On the soluble graph of a finite group

TL;DR

This paper studies the soluble graph of finite insoluble groups, proving it is always connected with a diameter at most 5, and provides specific bounds for various group families, including almost simple groups.

Contribution

It introduces the soluble graph for finite groups, establishes its connectivity and diameter bounds, and analyzes these bounds for different classes of groups, including almost simple groups.

Findings

The soluble graph is always connected with diameter ≤ 5.

For non-almost simple groups, the diameter is ≤ 3.

Certain simple groups have diameter ≥ 4, close to the upper bound.

Abstract

Let $G$ be a finite insoluble group with soluble radical $R(G)$. In this paper we investigate the soluble graph of $G$, which is a natural generalisation of the widely studied commuting graph.

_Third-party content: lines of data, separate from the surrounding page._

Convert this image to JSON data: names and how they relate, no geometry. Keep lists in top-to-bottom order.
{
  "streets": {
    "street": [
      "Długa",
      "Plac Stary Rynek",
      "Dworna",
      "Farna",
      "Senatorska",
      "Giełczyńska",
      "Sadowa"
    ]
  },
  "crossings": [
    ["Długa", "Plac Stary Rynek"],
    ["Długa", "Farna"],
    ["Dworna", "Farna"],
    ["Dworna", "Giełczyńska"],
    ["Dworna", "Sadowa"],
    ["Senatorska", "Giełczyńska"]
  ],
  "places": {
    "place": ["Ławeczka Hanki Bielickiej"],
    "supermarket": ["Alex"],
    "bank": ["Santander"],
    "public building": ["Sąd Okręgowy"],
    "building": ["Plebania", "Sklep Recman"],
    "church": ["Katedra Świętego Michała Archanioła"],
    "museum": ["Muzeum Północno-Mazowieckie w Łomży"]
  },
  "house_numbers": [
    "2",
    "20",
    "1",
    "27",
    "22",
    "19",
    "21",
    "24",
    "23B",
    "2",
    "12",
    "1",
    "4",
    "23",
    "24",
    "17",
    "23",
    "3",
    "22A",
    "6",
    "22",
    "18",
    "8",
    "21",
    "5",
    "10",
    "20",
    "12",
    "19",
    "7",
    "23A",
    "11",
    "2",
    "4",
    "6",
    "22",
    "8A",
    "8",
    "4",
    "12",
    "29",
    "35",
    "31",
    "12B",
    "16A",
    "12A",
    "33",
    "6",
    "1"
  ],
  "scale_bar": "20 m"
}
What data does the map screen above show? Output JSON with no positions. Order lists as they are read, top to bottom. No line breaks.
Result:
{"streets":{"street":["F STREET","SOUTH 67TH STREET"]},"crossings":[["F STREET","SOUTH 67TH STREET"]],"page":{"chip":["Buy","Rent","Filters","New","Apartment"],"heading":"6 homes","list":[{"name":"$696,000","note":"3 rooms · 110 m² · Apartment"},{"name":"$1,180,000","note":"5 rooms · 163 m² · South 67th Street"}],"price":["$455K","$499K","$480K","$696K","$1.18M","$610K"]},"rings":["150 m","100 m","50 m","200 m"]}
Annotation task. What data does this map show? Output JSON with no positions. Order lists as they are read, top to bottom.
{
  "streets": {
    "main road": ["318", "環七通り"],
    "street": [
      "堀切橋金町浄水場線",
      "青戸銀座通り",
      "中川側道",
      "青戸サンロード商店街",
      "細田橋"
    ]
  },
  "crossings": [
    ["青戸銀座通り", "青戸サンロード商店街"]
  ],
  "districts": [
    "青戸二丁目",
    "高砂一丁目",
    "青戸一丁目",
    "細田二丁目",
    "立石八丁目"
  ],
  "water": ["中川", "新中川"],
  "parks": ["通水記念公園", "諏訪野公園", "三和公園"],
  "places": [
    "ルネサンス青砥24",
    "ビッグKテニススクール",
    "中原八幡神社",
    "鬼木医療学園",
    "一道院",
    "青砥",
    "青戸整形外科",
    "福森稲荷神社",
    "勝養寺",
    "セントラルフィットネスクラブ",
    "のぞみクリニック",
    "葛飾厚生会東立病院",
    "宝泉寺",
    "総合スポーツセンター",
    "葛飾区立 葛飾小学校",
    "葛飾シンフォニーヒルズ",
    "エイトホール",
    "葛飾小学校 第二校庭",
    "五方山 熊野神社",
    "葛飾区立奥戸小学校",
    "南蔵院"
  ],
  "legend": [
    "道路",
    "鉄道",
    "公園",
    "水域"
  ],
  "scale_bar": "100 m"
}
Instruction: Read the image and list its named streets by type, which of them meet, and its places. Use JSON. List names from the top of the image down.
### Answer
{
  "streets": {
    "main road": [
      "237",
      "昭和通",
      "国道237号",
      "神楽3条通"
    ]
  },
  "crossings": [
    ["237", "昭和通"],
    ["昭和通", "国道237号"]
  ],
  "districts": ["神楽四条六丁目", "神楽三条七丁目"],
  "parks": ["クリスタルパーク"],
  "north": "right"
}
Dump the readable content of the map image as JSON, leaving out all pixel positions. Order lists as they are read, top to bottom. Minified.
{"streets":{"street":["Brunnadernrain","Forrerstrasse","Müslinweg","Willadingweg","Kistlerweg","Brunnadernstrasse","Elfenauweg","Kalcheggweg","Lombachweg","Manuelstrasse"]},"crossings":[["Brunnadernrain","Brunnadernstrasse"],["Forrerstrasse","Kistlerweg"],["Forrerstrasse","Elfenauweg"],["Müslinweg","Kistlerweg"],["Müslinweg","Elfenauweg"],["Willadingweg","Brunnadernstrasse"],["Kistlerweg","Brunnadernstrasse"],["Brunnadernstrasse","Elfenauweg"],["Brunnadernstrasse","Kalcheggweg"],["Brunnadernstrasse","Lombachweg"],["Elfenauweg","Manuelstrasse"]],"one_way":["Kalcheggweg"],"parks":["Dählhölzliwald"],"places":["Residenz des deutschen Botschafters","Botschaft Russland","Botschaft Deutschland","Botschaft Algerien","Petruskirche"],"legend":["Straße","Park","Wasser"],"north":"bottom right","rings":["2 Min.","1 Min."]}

Here the vertices are the elements in $G \setminus R(G)$, with $x$ adjacent to $y$ if they generate a soluble subgroup of $G$. Our main result states that this graph is always connected and its diameter, denoted $\delta_{\mathcal{S}}(G)$, is at most $5$. More precisely, we show that $\delta_{\mathcal{S}}(G) \leqslant 3$ if $G$ is not almost simple and we obtain stronger bounds for various families of almost simple groups. For example, we will show that $\delta_{\mathcal{S}}(S_n) = 3$ for all $n \geqslant 6$. We also establish the existence of simple groups with $\delta_{\mathcal{S}}(G) \geqslant 4$. For instance, we prove that $\delta_{\mathcal{S}}(A_{2p+1}) \geqslant 4$ for every Sophie Germain prime $p \geqslant 5$, which demonstrates that our general upper bound of $5$ is close to best possible. We conclude by briefly discussing some variations of the soluble graph construction and we present several open problems.